Assignment: The word to look for is "tools". Report every line of the entries below that has it.

Data entries
%%
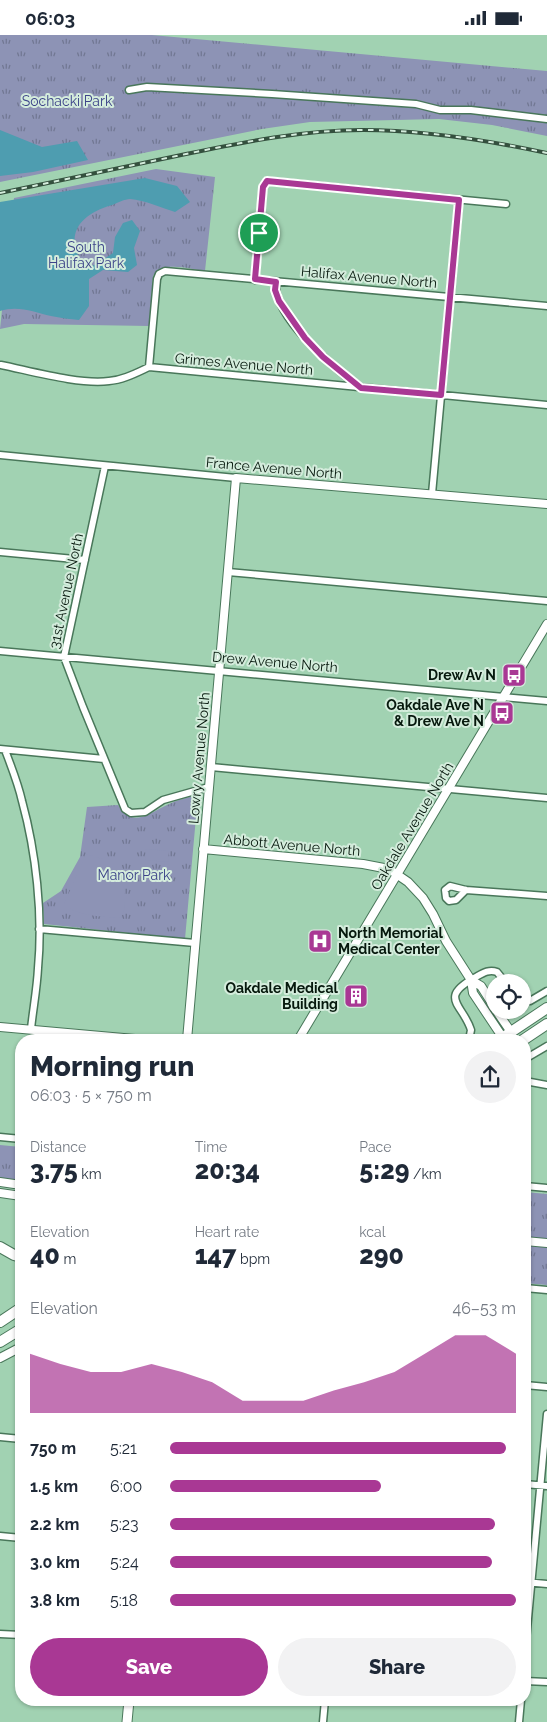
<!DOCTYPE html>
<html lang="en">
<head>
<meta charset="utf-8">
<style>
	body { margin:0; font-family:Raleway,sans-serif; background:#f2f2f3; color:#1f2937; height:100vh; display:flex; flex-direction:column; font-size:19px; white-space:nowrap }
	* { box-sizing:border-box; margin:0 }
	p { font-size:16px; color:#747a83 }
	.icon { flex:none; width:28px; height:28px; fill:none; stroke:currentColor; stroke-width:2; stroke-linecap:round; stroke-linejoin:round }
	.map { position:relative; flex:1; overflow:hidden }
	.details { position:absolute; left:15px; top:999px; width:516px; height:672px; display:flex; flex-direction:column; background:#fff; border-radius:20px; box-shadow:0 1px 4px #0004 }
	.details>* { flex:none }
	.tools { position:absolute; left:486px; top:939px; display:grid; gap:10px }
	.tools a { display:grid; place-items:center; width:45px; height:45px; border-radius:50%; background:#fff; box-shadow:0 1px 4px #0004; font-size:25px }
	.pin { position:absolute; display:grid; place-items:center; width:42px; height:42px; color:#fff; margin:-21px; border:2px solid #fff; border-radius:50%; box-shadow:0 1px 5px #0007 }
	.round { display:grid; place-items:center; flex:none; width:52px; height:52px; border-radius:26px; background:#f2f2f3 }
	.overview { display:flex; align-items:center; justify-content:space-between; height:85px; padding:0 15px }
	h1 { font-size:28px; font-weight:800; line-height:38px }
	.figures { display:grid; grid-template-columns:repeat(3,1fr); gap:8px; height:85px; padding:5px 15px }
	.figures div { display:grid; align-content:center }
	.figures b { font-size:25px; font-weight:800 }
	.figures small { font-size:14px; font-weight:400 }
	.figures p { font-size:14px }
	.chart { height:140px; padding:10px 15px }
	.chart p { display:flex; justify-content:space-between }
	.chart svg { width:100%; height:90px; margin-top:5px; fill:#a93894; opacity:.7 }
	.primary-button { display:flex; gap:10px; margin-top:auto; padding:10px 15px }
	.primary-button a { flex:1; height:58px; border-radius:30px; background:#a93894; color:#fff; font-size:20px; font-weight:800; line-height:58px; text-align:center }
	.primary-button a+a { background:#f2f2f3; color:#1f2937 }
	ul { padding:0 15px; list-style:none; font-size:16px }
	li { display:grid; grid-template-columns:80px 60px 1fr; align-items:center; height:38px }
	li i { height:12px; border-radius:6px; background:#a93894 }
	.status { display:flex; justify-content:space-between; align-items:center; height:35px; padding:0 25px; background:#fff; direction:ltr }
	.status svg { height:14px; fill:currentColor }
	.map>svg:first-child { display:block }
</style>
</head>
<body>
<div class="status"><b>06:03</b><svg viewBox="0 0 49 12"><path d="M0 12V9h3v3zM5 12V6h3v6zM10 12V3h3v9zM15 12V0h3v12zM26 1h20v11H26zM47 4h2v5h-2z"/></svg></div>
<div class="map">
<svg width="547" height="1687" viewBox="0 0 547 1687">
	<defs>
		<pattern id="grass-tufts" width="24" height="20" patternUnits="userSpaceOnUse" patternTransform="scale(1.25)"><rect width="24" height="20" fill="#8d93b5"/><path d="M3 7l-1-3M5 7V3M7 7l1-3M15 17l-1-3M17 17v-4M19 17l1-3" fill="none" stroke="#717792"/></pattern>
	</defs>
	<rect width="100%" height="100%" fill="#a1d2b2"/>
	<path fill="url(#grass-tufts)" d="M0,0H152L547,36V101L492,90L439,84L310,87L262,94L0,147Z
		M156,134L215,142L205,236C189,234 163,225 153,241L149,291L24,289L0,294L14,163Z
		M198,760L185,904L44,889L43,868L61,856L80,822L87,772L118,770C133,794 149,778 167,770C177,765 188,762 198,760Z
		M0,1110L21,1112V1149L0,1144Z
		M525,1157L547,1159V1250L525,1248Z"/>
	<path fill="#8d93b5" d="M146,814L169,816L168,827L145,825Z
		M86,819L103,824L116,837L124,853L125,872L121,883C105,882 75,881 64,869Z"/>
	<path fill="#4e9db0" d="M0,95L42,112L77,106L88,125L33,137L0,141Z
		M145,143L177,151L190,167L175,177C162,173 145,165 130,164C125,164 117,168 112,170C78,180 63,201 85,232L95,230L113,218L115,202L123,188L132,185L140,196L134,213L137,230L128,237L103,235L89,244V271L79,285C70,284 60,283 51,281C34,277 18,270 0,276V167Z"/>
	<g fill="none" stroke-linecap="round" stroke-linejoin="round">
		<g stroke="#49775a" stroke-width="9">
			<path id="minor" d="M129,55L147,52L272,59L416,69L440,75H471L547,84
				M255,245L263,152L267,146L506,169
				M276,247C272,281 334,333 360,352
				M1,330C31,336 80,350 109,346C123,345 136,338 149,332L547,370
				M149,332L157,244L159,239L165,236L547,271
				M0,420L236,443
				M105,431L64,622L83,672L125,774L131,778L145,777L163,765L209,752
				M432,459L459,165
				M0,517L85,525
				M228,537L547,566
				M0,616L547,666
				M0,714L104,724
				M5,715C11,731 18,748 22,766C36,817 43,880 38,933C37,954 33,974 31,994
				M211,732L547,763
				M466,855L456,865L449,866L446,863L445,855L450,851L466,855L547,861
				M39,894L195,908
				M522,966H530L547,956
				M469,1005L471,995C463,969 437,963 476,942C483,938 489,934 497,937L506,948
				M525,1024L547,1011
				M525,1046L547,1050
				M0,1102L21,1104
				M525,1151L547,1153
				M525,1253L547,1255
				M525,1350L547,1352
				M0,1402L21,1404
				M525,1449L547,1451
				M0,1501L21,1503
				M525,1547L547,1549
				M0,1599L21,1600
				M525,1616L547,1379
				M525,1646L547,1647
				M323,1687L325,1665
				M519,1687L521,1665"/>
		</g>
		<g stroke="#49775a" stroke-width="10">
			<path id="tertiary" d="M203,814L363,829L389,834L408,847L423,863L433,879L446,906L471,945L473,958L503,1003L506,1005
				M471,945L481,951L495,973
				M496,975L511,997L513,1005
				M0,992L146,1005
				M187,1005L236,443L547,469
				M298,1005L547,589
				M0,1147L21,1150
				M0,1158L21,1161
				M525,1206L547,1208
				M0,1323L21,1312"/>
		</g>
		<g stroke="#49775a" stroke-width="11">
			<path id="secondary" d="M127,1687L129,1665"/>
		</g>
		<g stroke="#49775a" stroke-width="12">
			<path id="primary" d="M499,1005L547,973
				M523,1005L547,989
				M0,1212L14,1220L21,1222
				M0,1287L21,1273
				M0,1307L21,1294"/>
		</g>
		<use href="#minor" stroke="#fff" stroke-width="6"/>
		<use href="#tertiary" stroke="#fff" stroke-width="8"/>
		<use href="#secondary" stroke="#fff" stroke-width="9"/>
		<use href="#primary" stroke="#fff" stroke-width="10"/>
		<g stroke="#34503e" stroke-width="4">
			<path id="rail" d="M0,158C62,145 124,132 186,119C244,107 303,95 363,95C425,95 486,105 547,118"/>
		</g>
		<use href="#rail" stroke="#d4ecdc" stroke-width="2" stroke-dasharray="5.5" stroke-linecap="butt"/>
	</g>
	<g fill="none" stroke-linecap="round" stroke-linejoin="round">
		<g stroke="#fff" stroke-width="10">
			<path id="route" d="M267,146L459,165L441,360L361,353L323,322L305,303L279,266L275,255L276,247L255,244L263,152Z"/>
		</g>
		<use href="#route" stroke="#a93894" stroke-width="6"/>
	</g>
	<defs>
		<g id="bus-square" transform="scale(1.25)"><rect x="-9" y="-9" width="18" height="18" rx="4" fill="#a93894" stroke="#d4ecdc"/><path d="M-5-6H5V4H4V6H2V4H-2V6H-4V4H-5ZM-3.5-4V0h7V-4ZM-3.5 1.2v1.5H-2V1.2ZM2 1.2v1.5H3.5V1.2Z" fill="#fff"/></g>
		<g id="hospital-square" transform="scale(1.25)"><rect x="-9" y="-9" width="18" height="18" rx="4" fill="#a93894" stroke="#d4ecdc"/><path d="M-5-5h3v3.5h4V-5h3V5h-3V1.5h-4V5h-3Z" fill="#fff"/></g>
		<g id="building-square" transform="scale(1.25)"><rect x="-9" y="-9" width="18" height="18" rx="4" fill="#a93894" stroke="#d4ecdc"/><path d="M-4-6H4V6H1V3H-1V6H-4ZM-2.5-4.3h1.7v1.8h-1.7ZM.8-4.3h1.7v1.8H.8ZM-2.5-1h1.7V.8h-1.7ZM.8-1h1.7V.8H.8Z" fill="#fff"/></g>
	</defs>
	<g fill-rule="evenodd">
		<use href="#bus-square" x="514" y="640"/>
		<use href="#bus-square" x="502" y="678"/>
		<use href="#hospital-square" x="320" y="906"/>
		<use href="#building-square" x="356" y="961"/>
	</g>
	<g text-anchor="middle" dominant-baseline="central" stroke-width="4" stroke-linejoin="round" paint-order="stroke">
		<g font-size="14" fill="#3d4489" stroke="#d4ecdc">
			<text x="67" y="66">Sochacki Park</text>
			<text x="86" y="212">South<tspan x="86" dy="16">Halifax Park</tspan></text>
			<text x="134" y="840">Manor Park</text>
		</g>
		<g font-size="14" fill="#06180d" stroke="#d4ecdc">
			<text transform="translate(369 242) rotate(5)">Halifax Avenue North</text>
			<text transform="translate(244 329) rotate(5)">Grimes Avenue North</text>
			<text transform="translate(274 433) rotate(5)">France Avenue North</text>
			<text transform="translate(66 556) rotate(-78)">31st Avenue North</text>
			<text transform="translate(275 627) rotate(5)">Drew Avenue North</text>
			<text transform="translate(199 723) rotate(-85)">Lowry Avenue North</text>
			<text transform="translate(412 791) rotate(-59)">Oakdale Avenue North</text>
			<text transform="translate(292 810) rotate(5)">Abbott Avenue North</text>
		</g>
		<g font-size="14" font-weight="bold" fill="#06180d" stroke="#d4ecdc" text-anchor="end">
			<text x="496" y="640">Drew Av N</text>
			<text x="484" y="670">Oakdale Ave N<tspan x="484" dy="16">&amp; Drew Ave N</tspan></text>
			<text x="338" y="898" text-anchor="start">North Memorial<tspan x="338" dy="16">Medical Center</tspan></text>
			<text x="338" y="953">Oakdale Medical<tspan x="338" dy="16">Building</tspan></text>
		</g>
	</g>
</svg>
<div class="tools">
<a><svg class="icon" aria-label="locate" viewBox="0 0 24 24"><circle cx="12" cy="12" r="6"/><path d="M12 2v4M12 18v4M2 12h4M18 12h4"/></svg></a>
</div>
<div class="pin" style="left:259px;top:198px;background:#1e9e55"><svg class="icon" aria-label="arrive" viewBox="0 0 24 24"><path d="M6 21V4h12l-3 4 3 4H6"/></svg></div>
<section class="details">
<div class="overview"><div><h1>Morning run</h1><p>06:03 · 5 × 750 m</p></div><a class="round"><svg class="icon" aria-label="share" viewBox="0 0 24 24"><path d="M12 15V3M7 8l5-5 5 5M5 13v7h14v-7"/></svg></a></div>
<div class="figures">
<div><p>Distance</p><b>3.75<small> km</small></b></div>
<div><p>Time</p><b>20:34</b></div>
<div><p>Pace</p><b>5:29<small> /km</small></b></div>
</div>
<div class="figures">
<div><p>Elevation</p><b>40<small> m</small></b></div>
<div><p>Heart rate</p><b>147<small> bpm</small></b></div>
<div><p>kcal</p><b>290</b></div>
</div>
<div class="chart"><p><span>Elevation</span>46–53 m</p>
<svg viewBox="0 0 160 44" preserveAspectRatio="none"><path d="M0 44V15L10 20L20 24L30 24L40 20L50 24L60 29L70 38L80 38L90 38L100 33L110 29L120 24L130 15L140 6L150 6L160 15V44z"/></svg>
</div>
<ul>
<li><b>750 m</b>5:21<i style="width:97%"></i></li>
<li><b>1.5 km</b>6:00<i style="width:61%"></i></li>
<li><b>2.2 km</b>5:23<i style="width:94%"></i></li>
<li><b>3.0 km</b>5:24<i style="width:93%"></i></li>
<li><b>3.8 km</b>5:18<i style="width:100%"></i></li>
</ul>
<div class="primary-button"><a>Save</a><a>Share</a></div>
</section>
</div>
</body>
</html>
%%
Expected answer:
	.tools { position:absolute; left:486px; top:939px; display:grid; gap:10px }
	.tools a { display:grid; place-items:center; width:45px; height:45px; border-radius:50%; background:#fff; box-shadow:0 1px 4px #0004; font-size:25px }
<div class="tools">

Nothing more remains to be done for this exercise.